Merrick Garland said on Thursday evening that the DoJ has asked a Federal court to unseal the Trump search warrant.

The leaked “nuclear weapons” report came hours after the attorney general, Merrick Garland, said he had personally authorized the government request for a search warrant and revealed that the justice department had asked a Florida court for the warrant to be unsealed, noting that Trump himself had made the search public.

Newsmax reported:

The justice department motion referred to “the public’s clear and powerful interest in understanding what occurred in its contents”.

On Friday morning, Trump further stated, via his social media platform Truth Social, that he believes the “nuclear weapons issue is a hoax”, comparing it to other investigations he has called hoaxes in the past, including the Mueller investigation into allegations of collusion between his 2016 election campaign and the Russian government and his historic double impeachment.

“Some sleazy people involved,” he said, adding “planting information, anyone?”

Garland’s announcement followed a furious backlash to the search from Trump supporters who portrayed it as politically motivated. On Thursday a man who tried to breach the FBI’s Cincinnati office was shot and killed by police after he fled the scene.

The Guardian also reported:

The court told the government to present its motion to Trump’s lawyers and to report back by 3pm on Friday on whether Trump objected to the warrant being unsealed.

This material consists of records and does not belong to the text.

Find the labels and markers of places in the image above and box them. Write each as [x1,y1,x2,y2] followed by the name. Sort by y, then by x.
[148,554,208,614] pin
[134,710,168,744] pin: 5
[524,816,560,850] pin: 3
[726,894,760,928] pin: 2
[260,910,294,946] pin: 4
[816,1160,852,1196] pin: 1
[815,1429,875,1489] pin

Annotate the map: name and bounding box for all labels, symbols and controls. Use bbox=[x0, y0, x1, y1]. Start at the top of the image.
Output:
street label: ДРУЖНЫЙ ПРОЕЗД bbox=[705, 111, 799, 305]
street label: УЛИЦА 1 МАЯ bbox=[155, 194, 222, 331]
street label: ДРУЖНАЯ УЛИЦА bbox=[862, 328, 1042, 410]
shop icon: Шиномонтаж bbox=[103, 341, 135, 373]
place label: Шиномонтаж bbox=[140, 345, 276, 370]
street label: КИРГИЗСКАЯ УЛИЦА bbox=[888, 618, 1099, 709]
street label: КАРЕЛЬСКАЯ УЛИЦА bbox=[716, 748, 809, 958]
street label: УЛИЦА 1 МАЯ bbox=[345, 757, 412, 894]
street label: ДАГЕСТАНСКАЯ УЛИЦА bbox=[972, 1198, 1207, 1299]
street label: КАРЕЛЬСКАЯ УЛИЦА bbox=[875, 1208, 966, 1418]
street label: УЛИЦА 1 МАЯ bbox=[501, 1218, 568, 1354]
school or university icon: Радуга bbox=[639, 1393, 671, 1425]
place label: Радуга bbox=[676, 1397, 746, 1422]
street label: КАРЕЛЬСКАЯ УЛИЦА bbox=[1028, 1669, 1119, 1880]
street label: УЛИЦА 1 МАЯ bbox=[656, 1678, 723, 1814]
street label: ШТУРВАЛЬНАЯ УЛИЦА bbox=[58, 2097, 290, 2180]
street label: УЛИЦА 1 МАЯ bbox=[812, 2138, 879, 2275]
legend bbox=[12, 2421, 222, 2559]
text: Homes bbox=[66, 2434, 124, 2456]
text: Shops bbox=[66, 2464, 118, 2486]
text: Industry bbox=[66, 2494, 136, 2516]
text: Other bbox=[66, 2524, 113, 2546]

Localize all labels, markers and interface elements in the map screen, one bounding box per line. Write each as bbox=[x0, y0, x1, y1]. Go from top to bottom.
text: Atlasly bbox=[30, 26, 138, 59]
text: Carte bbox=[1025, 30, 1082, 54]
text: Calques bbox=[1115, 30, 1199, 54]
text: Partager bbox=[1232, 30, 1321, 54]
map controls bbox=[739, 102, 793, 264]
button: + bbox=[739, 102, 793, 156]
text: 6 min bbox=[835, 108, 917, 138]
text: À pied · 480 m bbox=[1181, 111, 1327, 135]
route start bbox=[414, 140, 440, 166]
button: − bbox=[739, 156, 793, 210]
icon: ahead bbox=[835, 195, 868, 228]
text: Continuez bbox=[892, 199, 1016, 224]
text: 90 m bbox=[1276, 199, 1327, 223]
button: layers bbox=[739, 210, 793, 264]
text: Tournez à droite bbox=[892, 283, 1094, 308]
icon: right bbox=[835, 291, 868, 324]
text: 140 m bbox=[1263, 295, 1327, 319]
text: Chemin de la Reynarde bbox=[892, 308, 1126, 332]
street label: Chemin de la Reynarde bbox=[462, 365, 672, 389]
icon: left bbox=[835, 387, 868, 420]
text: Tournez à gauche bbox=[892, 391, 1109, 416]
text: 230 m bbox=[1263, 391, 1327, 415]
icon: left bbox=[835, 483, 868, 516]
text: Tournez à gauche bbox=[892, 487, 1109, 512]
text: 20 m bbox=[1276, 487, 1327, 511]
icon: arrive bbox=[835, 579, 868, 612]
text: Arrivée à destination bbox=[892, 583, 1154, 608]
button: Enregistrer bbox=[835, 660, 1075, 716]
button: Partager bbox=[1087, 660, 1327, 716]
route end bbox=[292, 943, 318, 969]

Several US national media outlets, including the New York Times, CBS, the Washington Post, CNN, and NBC have asked the court to unseal everything related to the FBI search at Mar-a-Lago.

“Information about the design of nuclear weapons is called Restricted Data and is ‘born classified’. That means it is assumed to be classified unless declassified,” Rofer, who writes a blog titled Nuclear Diner, wrote on Twitter. But she added: “There’s no reason for a president to have nuclear weapons design information that I can see.”

Among the nuclear documents that Trump would routinely have had access to would be the classified version of the Nuclear Posture Review, about US capabilities and policies. A military aide is always close to the president carrying the “nuclear football”, a briefcase containing nuclear strike options, but it would be unusual for those documents to be taken out of the football.

Another possibility Rofer pointed to is that Trump could have retained his nuclear “biscuit”, a piece of plastic like a credit card with the identification codes necessary for nuclear launch. Those codes would have been changed however the moment Biden took office at noon on 20 January 2021.